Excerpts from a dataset

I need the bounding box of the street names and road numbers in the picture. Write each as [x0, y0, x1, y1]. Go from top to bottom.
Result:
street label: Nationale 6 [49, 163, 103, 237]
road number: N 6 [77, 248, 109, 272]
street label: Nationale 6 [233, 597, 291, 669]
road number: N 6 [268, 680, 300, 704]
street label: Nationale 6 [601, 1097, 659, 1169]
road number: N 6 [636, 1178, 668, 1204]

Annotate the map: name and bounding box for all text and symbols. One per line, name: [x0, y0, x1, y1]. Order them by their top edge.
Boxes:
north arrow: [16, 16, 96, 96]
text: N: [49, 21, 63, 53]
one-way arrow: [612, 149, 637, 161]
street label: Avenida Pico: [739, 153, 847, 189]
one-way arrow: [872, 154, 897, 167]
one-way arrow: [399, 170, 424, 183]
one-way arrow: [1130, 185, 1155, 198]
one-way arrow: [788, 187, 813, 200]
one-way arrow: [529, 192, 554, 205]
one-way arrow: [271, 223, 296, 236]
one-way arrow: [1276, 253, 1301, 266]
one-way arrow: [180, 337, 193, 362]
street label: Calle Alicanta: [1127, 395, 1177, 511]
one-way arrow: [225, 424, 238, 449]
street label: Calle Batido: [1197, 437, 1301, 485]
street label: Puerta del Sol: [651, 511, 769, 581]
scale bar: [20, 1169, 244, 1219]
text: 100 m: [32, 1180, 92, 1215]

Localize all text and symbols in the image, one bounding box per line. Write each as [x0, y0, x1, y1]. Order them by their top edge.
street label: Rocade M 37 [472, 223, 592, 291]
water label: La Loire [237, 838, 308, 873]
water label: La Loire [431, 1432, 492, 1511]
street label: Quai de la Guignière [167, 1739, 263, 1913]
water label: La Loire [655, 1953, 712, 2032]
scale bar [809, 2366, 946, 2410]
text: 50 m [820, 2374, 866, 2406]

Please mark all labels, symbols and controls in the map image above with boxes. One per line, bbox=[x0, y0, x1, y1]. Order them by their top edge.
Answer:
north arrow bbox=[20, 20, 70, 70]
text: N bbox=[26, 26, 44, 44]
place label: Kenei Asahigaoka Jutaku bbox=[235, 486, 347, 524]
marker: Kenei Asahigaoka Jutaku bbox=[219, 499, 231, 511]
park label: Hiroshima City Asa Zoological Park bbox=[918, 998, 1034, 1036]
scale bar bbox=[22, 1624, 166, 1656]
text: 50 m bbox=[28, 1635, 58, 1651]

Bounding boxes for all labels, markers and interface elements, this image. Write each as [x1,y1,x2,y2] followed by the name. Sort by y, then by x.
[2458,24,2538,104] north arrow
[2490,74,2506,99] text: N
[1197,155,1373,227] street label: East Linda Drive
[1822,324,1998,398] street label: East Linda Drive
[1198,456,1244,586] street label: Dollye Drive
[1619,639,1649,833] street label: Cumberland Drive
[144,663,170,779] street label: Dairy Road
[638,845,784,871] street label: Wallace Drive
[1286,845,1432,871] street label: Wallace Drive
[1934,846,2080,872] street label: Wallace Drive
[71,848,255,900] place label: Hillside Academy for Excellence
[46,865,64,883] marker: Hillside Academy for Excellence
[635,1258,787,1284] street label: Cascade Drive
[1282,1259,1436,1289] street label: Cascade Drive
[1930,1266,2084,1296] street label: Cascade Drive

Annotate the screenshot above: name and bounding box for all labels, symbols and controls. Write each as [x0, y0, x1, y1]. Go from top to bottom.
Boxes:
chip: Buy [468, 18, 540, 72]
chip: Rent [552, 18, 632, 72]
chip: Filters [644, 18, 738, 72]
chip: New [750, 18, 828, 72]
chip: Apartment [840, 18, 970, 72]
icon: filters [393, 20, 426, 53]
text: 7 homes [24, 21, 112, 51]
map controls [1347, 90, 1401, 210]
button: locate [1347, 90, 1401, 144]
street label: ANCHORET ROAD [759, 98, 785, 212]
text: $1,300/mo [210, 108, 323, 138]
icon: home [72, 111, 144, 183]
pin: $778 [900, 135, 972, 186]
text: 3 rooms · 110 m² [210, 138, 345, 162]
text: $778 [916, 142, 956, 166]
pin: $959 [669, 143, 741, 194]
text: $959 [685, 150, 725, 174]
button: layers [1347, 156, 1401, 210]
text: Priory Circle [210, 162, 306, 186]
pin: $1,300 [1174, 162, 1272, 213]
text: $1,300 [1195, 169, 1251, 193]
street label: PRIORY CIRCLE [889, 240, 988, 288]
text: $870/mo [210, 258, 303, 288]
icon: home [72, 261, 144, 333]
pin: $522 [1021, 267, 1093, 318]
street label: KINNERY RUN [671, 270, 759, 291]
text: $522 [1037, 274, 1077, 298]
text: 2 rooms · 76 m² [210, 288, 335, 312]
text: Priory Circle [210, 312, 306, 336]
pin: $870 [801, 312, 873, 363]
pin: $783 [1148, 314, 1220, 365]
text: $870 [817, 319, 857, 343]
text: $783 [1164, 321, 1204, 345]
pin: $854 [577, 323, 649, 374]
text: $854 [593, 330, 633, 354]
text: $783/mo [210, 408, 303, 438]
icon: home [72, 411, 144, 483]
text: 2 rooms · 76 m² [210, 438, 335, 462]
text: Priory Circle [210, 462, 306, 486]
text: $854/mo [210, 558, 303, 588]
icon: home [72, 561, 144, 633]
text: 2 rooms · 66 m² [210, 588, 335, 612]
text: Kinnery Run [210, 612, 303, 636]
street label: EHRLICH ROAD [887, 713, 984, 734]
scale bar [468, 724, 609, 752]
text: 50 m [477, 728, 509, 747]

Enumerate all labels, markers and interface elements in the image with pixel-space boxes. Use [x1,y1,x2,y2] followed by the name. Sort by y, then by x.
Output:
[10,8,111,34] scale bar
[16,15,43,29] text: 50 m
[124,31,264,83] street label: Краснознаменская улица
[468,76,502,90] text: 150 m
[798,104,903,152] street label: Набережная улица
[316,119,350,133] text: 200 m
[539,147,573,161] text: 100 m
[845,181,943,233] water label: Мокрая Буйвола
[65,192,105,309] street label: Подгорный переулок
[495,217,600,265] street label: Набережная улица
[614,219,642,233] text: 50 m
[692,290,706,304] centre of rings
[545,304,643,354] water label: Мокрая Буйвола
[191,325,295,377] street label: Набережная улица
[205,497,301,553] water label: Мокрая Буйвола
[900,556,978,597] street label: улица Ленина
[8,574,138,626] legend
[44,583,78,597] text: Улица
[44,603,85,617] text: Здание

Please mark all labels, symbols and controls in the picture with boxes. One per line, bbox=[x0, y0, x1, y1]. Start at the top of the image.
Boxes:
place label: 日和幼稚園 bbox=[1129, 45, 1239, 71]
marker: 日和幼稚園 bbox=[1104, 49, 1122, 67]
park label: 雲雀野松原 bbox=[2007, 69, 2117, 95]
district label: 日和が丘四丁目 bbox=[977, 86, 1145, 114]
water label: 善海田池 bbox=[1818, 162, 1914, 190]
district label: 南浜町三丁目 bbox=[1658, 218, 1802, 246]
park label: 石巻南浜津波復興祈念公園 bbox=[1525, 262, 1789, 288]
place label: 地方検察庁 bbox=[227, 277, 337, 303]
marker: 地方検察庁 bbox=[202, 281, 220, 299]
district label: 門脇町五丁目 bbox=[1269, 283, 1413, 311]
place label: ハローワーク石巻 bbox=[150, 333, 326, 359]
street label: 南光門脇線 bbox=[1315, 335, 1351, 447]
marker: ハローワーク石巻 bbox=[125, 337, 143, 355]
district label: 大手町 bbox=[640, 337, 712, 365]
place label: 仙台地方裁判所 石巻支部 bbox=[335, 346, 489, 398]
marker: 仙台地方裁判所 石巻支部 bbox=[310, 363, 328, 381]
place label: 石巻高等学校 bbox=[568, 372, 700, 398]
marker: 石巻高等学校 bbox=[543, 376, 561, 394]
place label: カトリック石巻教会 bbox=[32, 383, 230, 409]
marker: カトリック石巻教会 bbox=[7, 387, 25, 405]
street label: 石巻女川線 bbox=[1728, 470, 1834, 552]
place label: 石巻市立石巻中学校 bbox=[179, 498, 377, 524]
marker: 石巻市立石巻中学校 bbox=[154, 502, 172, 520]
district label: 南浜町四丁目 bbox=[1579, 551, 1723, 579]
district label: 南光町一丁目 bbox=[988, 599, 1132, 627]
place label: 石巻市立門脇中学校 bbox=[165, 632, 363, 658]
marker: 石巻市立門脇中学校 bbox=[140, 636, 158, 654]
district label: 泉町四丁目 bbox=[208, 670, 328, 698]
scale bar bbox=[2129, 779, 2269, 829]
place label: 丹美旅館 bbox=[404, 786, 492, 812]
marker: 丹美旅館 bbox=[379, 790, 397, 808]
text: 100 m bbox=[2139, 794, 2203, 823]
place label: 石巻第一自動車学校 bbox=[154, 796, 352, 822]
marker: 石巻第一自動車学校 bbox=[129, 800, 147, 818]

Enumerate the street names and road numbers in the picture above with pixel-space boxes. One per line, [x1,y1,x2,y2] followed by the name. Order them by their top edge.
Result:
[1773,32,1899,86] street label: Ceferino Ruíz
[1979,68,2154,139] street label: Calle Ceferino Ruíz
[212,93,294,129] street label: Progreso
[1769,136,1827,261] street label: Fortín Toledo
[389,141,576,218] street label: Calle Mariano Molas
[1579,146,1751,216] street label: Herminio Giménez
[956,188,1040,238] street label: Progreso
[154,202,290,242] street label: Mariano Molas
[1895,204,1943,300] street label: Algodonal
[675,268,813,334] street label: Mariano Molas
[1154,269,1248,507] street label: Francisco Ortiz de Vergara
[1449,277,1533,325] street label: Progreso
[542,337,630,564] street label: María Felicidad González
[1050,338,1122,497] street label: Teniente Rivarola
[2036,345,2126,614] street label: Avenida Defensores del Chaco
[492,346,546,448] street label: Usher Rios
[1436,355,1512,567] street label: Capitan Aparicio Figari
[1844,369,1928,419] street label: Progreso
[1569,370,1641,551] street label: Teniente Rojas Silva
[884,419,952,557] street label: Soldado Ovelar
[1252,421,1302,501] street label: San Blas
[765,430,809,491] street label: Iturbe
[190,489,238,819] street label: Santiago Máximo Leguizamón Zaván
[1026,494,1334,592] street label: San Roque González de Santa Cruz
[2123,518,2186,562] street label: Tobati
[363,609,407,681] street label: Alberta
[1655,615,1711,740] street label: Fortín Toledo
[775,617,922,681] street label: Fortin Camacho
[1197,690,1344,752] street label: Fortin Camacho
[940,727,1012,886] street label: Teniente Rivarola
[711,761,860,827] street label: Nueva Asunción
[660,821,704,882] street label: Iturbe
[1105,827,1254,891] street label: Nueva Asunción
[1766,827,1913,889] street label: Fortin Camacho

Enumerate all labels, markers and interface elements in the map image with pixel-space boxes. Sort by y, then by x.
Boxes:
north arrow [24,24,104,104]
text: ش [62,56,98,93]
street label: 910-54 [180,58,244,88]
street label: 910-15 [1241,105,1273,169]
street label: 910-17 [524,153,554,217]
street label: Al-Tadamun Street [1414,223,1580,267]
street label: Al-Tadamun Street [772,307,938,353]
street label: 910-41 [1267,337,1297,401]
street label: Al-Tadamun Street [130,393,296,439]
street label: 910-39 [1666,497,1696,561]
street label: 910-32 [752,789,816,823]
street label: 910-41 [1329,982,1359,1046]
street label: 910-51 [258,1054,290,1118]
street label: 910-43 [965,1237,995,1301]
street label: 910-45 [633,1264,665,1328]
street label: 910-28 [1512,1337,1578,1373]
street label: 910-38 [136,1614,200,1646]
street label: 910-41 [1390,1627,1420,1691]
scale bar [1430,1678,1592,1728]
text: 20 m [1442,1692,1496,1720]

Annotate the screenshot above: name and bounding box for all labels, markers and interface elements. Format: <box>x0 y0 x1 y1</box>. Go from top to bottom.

## EXERCISE DETAILS
Print exactly the lines above, between the one holding "Please mark all labels, symbols and controls in the picture" and the one holding "Enumerate the street", inclusive, and nothing besides.

## RESULT BELOW
Please mark all labels, symbols and controls in the picture with boxes. One per line, bbox=[x0, y0, x1, y1]. Start at the top of the image.
Boxes:
place label: 日和幼稚園 bbox=[1129, 45, 1239, 71]
marker: 日和幼稚園 bbox=[1104, 49, 1122, 67]
park label: 雲雀野松原 bbox=[2007, 69, 2117, 95]
district label: 日和が丘四丁目 bbox=[977, 86, 1145, 114]
water label: 善海田池 bbox=[1818, 162, 1914, 190]
district label: 南浜町三丁目 bbox=[1658, 218, 1802, 246]
park label: 石巻南浜津波復興祈念公園 bbox=[1525, 262, 1789, 288]
place label: 地方検察庁 bbox=[227, 277, 337, 303]
marker: 地方検察庁 bbox=[202, 281, 220, 299]
district label: 門脇町五丁目 bbox=[1269, 283, 1413, 311]
place label: ハローワーク石巻 bbox=[150, 333, 326, 359]
street label: 南光門脇線 bbox=[1315, 335, 1351, 447]
marker: ハローワーク石巻 bbox=[125, 337, 143, 355]
district label: 大手町 bbox=[640, 337, 712, 365]
place label: 仙台地方裁判所 石巻支部 bbox=[335, 346, 489, 398]
marker: 仙台地方裁判所 石巻支部 bbox=[310, 363, 328, 381]
place label: 石巻高等学校 bbox=[568, 372, 700, 398]
marker: 石巻高等学校 bbox=[543, 376, 561, 394]
place label: カトリック石巻教会 bbox=[32, 383, 230, 409]
marker: カトリック石巻教会 bbox=[7, 387, 25, 405]
street label: 石巻女川線 bbox=[1728, 470, 1834, 552]
place label: 石巻市立石巻中学校 bbox=[179, 498, 377, 524]
marker: 石巻市立石巻中学校 bbox=[154, 502, 172, 520]
district label: 南浜町四丁目 bbox=[1579, 551, 1723, 579]
district label: 南光町一丁目 bbox=[988, 599, 1132, 627]
place label: 石巻市立門脇中学校 bbox=[165, 632, 363, 658]
marker: 石巻市立門脇中学校 bbox=[140, 636, 158, 654]
district label: 泉町四丁目 bbox=[208, 670, 328, 698]
scale bar bbox=[2129, 779, 2269, 829]
place label: 丹美旅館 bbox=[404, 786, 492, 812]
marker: 丹美旅館 bbox=[379, 790, 397, 808]
text: 100 m bbox=[2139, 794, 2203, 823]
place label: 石巻第一自動車学校 bbox=[154, 796, 352, 822]
marker: 石巻第一自動車学校 bbox=[129, 800, 147, 818]

Enumerate the street names and road numbers in the picture above with pixel-space boxes. One per line, [x1,y1,x2,y2] followed by the name. Order them by their top edge.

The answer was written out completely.